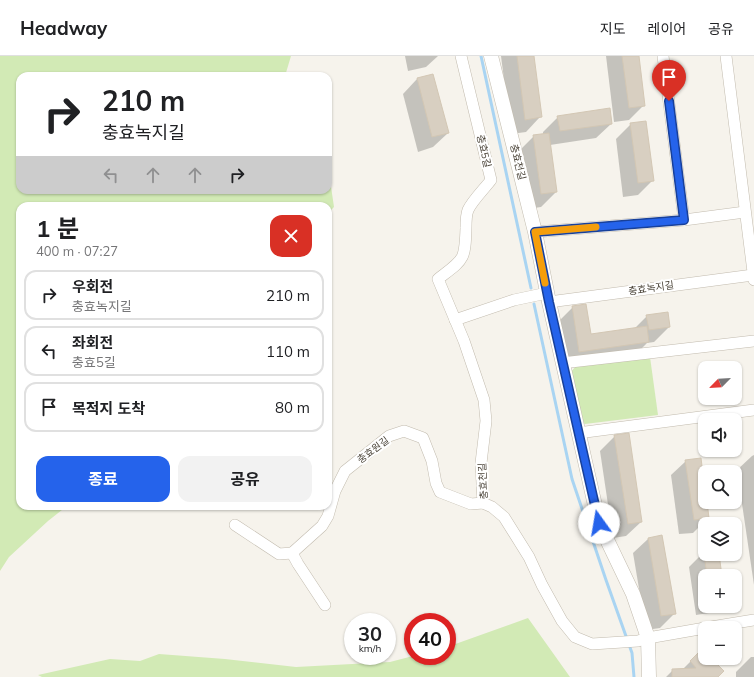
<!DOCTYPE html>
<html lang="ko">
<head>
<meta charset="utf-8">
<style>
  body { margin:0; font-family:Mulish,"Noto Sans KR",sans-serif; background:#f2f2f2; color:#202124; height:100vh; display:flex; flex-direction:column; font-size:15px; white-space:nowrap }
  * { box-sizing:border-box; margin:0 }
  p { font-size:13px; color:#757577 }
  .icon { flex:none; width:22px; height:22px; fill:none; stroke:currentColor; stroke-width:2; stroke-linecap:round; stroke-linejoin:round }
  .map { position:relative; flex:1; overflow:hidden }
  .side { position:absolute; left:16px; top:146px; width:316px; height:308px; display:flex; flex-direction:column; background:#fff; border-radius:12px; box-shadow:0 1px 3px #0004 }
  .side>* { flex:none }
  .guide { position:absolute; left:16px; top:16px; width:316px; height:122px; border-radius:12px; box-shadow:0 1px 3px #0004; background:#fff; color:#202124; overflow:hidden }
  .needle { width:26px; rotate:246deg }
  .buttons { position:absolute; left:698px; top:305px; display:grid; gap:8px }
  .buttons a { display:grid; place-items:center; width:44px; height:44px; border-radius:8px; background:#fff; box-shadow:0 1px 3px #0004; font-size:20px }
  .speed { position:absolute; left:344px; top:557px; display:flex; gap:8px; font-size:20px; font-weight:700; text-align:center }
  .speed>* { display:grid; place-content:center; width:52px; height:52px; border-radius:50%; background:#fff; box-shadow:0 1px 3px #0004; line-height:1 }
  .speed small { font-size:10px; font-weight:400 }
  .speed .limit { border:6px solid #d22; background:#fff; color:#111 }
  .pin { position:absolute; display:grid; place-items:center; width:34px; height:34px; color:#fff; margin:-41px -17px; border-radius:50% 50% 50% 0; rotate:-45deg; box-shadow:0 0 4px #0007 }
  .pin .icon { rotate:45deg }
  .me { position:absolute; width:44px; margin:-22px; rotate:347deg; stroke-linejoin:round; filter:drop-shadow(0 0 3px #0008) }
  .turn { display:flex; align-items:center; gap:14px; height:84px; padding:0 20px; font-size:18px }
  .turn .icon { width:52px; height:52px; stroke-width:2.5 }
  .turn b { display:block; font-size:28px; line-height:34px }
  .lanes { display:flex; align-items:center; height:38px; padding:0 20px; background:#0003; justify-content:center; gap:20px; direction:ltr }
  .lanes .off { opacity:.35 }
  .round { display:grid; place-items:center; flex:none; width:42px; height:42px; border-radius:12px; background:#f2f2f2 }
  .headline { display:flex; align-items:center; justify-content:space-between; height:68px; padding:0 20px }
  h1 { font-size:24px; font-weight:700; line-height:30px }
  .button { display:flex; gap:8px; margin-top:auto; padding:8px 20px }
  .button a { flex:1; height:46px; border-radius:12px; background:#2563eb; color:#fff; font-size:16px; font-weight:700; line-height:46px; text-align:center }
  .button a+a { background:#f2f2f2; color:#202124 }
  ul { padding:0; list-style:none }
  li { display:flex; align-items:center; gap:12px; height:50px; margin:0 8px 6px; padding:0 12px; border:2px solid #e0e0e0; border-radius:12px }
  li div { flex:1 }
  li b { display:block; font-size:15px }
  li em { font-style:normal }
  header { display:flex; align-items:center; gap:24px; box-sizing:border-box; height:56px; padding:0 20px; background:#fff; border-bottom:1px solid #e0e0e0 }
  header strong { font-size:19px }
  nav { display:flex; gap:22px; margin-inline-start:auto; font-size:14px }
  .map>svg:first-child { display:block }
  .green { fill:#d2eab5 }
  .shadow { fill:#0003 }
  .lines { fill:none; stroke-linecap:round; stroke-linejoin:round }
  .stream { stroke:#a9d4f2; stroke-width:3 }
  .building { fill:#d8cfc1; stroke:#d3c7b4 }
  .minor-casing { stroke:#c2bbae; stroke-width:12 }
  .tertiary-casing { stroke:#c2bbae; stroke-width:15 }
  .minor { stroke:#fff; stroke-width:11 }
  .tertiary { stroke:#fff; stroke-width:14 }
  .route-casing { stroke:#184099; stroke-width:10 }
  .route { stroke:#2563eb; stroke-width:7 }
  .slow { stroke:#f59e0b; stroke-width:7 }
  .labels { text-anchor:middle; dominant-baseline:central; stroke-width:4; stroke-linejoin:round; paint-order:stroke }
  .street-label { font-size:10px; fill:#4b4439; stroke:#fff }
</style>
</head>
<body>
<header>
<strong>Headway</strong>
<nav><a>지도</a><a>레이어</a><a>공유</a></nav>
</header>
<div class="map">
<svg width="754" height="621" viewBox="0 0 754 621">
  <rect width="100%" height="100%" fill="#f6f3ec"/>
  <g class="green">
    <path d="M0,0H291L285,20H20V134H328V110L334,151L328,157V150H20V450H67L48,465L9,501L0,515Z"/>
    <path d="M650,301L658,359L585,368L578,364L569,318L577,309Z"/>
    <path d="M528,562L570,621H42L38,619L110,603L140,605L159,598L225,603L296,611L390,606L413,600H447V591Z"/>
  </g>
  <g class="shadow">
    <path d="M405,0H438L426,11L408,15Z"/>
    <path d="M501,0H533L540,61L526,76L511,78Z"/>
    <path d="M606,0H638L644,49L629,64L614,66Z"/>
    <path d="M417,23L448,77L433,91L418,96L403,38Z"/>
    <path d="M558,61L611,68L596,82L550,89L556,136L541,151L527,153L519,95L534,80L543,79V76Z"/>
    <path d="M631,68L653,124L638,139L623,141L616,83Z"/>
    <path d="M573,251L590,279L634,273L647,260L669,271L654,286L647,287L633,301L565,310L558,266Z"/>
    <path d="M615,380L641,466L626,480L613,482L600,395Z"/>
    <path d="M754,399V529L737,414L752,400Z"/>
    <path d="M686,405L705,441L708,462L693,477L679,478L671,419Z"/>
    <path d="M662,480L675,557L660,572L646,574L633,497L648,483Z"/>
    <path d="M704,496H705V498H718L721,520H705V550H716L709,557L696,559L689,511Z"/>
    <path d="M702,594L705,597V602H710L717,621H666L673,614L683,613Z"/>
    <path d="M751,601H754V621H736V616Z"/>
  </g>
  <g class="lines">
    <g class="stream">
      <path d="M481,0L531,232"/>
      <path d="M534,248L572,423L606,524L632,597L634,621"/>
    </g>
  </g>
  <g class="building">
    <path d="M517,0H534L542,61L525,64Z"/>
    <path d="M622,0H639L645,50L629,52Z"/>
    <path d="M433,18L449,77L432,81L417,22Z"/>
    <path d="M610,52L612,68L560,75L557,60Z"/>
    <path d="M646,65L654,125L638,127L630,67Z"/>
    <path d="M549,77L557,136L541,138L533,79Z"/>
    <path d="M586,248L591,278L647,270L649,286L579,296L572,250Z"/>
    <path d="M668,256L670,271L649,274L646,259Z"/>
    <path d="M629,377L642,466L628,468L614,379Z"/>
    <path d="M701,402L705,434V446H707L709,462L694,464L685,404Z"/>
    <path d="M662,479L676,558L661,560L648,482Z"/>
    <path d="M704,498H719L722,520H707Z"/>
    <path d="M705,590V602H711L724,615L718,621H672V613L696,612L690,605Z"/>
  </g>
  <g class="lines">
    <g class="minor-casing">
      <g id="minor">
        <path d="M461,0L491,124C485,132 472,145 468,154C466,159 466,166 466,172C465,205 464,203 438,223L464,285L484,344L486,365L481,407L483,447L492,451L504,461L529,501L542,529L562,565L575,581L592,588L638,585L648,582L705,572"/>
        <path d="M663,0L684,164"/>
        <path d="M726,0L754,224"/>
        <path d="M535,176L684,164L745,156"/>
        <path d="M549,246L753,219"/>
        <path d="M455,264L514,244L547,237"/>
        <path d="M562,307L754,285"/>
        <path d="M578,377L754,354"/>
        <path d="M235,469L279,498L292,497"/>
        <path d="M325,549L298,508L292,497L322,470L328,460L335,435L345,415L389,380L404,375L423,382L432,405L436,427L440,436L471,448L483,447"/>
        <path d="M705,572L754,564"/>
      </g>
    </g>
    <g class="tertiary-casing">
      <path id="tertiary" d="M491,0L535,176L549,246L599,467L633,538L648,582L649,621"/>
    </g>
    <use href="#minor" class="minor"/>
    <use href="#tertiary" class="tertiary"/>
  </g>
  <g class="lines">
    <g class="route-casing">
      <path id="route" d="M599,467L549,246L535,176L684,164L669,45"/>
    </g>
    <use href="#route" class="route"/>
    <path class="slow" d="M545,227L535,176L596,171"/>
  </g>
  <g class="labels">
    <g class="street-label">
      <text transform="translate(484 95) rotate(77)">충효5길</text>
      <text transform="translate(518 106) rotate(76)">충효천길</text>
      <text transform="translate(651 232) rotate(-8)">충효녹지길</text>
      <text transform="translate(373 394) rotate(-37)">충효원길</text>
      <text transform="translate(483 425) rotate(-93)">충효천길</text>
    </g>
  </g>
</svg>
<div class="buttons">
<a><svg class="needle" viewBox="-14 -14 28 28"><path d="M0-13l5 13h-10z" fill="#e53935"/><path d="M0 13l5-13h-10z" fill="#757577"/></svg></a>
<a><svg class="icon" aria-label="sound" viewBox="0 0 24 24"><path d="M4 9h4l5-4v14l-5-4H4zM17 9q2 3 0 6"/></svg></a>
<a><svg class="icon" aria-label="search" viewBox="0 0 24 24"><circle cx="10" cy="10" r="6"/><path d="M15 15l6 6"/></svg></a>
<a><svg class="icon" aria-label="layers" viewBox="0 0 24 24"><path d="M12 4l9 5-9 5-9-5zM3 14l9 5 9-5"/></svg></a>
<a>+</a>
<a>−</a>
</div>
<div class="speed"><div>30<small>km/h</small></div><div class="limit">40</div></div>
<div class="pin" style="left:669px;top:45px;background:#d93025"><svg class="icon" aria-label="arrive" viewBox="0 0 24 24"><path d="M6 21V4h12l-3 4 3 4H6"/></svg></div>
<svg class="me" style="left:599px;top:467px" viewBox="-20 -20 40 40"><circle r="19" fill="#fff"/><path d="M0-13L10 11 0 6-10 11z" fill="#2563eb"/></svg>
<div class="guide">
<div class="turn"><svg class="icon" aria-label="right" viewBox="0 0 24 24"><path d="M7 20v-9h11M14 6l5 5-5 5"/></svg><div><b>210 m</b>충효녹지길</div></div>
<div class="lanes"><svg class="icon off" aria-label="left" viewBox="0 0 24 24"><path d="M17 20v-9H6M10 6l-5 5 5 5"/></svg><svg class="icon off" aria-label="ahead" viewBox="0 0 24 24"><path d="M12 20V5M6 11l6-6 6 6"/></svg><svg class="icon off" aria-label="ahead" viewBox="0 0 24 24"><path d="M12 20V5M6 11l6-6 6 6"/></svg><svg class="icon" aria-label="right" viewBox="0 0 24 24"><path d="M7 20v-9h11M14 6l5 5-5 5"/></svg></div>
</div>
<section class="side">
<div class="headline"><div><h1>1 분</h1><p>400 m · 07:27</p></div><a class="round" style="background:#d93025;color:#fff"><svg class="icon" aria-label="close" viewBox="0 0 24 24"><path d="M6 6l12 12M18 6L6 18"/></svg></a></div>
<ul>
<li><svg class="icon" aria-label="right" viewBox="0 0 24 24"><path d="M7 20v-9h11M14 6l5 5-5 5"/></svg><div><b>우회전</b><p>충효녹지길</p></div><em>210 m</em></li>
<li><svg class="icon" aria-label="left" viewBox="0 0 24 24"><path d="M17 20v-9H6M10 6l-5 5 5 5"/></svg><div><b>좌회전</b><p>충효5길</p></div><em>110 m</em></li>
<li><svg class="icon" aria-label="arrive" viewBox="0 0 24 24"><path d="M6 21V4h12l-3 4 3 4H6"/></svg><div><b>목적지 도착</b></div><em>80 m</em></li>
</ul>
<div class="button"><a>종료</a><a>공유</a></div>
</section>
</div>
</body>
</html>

· · · · · · ·

About this exercise:
How many of the lines above include the string "small"? Reply with the number by itself.

Response to the exercise:
2